Vladimir Nabokov

NABOKV-L post 0026345, Sat, 8 Aug 2015 20:04:06 -0300

A. Sklyarenko: “In VN’s story Lik (1939) the eponymous hero is an actor who
plays Igor, a young Russian, in Suire’s play The Abyss. At the end of the
story Lik dies of a heart failure on the shoreline. In his poem K moryu (“To
the Sea,” 1824) Pushkin speaks of Byron’s death and mentions bezdny glas
(the voice of the abyss)- […] In Lik’s “dream of death” a fountain
appears [...] Koldunov’s wife was sitting on a chair by the public fountain.
Her forehead and left cheek glistened with blood, her hair was matted, and
she sat quite straight and motionless surrounded by the curious, while, next
to her, also motionless, stood her boy, in a bloodstained shirt, covering
his face with his fist, a kind of tableau. In a letter of April 7, 1825,
(the first anniversary of Byron’s death) to Vyazemski Pushkin mentions his
poem Bakhchisarayskiy Fontan (“The Fountain of Bakhchisaray,” 1823).

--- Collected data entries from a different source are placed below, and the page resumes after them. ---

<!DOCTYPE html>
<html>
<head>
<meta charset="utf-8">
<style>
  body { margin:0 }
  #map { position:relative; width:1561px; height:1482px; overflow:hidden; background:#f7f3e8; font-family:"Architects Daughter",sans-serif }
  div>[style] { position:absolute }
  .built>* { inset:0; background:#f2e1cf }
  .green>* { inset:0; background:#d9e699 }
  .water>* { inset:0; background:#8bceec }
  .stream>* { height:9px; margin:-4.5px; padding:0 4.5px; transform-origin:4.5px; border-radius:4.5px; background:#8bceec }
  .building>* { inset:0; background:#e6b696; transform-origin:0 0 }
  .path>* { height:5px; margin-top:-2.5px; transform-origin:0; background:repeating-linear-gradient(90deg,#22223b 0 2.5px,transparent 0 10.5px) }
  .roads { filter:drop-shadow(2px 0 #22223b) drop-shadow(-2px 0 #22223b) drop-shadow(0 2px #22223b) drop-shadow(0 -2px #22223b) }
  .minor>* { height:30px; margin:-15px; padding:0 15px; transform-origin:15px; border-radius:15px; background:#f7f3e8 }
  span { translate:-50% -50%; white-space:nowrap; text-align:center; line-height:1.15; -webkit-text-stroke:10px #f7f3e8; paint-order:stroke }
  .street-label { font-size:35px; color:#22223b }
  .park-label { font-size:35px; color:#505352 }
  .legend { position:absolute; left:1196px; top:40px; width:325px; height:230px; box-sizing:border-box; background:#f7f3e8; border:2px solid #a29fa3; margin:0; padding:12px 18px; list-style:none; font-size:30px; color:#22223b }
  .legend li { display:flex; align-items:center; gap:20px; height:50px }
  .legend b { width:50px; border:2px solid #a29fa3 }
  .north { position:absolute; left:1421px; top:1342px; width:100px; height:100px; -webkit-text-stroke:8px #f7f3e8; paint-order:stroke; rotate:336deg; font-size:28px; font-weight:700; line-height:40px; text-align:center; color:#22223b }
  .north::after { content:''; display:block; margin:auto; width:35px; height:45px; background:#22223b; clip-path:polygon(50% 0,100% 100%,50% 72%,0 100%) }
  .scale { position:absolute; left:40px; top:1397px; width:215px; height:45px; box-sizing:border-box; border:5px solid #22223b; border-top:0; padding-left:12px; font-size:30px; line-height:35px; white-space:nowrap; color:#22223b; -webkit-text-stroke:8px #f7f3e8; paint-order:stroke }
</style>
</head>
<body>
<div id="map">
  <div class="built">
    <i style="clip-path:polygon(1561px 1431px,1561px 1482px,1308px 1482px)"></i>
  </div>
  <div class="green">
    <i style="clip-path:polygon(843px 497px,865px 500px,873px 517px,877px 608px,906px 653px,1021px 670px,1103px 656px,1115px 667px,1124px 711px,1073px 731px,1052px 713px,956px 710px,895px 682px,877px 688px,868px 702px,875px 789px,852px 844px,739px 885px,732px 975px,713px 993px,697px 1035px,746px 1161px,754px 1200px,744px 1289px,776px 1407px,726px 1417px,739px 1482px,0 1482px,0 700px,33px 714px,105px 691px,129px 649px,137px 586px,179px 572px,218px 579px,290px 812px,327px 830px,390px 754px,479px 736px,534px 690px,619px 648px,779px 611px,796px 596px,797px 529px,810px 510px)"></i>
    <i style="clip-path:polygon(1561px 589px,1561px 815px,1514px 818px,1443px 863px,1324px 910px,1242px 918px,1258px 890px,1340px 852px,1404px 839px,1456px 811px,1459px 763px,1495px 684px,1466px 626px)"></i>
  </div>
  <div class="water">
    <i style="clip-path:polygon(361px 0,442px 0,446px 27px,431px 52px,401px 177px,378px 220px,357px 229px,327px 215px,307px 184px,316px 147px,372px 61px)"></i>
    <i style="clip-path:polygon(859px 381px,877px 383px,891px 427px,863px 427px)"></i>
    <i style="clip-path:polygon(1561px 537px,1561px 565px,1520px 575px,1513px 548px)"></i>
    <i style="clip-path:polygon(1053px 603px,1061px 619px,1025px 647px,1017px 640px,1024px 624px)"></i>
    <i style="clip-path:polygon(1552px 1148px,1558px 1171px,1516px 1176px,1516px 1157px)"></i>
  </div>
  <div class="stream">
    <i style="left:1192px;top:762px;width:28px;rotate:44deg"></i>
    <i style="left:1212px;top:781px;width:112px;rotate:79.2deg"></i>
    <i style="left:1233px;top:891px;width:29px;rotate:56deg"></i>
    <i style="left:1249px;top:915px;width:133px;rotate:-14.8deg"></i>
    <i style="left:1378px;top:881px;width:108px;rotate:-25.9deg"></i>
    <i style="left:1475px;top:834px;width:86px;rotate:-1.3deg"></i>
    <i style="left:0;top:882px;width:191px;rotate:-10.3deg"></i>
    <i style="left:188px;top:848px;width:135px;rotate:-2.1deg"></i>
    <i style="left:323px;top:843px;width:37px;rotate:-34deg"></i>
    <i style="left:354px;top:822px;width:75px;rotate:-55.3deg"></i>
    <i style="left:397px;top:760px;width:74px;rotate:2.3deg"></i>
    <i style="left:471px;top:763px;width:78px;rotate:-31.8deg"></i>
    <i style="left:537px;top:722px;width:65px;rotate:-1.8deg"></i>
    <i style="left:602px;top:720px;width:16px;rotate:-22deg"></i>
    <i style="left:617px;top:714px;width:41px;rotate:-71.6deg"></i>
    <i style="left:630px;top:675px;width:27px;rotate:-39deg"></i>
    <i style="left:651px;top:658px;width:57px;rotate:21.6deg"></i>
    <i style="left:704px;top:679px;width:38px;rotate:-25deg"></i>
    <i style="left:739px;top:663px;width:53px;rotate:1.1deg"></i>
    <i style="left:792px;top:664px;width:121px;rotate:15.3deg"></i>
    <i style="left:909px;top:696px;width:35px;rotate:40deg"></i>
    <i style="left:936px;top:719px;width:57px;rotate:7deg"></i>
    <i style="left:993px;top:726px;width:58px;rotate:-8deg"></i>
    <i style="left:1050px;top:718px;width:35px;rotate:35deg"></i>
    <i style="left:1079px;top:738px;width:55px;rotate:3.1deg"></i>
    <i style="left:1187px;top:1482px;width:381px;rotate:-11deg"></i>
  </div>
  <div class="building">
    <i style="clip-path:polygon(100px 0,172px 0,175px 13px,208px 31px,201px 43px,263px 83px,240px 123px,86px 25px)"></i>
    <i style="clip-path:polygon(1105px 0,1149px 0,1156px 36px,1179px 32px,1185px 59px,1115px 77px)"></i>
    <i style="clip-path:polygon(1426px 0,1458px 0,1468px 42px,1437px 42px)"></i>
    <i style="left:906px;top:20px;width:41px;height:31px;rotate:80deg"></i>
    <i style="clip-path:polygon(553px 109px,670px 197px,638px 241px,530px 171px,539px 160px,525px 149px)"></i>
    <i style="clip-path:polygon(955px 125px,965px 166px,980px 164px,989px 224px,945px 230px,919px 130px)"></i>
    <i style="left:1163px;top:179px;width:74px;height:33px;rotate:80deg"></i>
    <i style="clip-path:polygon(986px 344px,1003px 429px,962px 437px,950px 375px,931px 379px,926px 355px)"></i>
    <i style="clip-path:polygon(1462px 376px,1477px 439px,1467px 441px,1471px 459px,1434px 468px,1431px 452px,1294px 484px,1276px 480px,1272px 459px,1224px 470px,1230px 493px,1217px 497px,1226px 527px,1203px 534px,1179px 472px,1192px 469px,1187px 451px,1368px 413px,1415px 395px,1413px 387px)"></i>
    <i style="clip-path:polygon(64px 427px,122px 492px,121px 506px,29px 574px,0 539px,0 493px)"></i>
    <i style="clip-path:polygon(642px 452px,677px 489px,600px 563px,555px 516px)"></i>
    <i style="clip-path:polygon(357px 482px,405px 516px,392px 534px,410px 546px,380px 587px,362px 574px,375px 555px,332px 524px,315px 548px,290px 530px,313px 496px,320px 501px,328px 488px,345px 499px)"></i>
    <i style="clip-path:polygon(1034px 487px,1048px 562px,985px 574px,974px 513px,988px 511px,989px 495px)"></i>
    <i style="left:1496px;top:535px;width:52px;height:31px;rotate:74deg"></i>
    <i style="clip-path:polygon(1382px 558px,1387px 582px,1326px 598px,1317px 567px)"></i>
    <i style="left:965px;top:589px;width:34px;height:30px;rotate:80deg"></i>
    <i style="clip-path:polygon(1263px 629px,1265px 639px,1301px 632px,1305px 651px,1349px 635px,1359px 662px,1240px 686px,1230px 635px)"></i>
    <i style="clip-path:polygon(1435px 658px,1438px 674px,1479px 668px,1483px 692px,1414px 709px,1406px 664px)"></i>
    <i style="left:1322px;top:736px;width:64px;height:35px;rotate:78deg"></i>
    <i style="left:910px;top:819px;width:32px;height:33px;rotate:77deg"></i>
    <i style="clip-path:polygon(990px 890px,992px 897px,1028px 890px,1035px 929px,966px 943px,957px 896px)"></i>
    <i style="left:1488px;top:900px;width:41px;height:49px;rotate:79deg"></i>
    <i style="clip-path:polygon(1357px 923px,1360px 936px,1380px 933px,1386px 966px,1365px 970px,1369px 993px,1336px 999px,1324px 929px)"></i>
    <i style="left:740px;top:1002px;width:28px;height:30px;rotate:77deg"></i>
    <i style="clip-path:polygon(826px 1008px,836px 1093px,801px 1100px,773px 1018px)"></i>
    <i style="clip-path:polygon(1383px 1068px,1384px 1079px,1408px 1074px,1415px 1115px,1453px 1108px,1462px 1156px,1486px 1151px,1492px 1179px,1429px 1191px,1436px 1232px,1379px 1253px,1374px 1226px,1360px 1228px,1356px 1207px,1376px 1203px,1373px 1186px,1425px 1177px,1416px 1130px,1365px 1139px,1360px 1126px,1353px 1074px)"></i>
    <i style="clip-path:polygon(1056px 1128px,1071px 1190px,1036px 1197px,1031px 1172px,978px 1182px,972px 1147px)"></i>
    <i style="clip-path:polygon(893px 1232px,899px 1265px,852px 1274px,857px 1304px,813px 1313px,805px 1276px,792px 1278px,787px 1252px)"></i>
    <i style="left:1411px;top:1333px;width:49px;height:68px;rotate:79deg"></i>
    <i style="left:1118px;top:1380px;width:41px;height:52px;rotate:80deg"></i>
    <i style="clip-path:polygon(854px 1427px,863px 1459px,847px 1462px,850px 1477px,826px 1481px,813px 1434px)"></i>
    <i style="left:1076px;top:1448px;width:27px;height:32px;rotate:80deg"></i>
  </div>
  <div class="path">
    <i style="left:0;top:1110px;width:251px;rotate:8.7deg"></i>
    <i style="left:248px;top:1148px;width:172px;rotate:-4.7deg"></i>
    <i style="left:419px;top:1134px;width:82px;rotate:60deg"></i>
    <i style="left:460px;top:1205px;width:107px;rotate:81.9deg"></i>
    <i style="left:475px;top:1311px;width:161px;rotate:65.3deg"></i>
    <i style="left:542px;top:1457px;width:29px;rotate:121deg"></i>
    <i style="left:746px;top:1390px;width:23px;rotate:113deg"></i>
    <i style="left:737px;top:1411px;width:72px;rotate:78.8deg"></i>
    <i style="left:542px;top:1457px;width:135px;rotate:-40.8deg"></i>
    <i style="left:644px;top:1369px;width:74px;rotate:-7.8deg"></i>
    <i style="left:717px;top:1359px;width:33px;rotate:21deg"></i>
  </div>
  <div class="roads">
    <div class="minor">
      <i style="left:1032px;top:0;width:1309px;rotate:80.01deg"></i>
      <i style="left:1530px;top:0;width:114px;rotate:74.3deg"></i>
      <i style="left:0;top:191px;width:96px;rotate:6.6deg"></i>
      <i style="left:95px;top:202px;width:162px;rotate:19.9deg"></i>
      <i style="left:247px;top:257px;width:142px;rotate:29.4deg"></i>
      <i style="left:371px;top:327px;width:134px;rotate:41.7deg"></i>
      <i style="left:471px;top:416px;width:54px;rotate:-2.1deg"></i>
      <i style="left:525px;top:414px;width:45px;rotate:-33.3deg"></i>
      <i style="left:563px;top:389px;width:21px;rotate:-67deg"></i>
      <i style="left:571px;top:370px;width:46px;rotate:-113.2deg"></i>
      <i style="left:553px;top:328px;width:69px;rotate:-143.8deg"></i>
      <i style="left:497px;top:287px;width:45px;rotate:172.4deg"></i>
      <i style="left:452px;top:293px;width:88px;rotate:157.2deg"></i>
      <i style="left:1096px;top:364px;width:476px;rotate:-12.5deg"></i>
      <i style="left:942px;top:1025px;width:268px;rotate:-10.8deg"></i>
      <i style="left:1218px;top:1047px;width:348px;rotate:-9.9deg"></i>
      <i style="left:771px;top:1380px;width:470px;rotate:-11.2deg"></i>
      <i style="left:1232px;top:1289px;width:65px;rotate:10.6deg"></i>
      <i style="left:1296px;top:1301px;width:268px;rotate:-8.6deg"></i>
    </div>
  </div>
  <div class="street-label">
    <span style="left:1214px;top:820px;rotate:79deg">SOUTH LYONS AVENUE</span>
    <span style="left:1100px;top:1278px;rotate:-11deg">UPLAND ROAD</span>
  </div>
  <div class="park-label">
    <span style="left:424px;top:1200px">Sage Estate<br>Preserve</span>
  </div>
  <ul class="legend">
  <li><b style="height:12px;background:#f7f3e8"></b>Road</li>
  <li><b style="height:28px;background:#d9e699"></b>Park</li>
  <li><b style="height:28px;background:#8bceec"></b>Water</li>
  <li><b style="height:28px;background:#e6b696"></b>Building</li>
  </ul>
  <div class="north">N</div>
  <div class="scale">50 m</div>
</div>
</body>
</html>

JM: Brian Boyd, in Vladimir Nabokov: The Russian Years (p.493/4) brings up a
different interpretation from the one that A.S. has offered (see quote

“In November Nabokov completed another story he had conceived in the
Riviera: ‘Lik.’ A neurotic émigré with a bad heart, an actor on tour in a
Riviera town, Lik feels he has been shunned by life and hopes that death may
be his cue for entering into a truer reality. Perhaps if he dies on stage,
he muses, he may drift off through death into the world of the play and
enjoy the embraces of the heroine* [ ]As he buys new white shoes for his
last performance in the town, he encounters a former schoolmate[ ] At last
Lik tears himself away, his mind a blur, his heart near collapse. Just as
death seems inevitable, he remembers his shoes, takes a taxi back to
Koldunov’s – and finds Koldunov on the floor, his face blasted by a gunshot
he has fired into his mouth, his feet spread wide and shod in Lik’s new
shoes. Apparently assigned the central role of the hero about to die, Lik
finds that even death relegates him to the periphery.[ ] The story’s
seemingly inevitable ends turns into a surprise that rounds out better than
any other conclusion could have done the patterns of both Koldunov’s and
Lik’s own lives…”

In A.Sklyarenko’s perspective, strengthened by his argument related to what
he considers to be a non-existent public fountain where Koldunov’s wife and
child are placed (for the square where it stands had been mentioned before,
but not the fountain), it is Lik who dies, not his old school-mate. In Roy
Johnson’s view, like Brian Boyd’s, it is Koldunov who dies. However, in
R.J’s interpretation VN effected a sleight of hand by taking the two men as
“in fact alternative versions of each other – doubles in a very subtle
manner.”(2005) <http://www.mantex.co.uk/2009/09/26/lik/>

Lik and Koldunov are cousins, former school-mates and share the destiny of
many resourceless or untalented émigrés. On what grounds would VN have seen
them as traditional doubles, unlike Hermann/Felix in “Despair”? There’s
always a small detail that invites a new evaluation, in this case, the
information provided by A.Sklyarenko - to the List’s non-Russian speaking
readers - that “lik” means “face”. V.Nabokov chose to create the nickname
LIK by deriving it from the first letters of his character’s name (
Lavrentiy Ivanovich Kruzhevnitsyn) and the association “face” and an actor’s
“mask” must have been intentional. To what ends? ( I confess that, although
no Catholic myself, I’m still overwhelmed by the information concerning
Pushkin’s “Gavriliad”. It was not a “small detail” to me and I feel my
impulse to probe further into VN’s humor and irony has been punctured and


* ‘If death did not present him with an exit into true reality, he would
simply never come to know life’… “Lik might hope, one vague and lonely
night, in the midst of the usual performance, to tread…on a quick sandy
spot: something would give, and he would sink forever into a newborn
element…developing the play’s threadbare themes in a way altogether new”.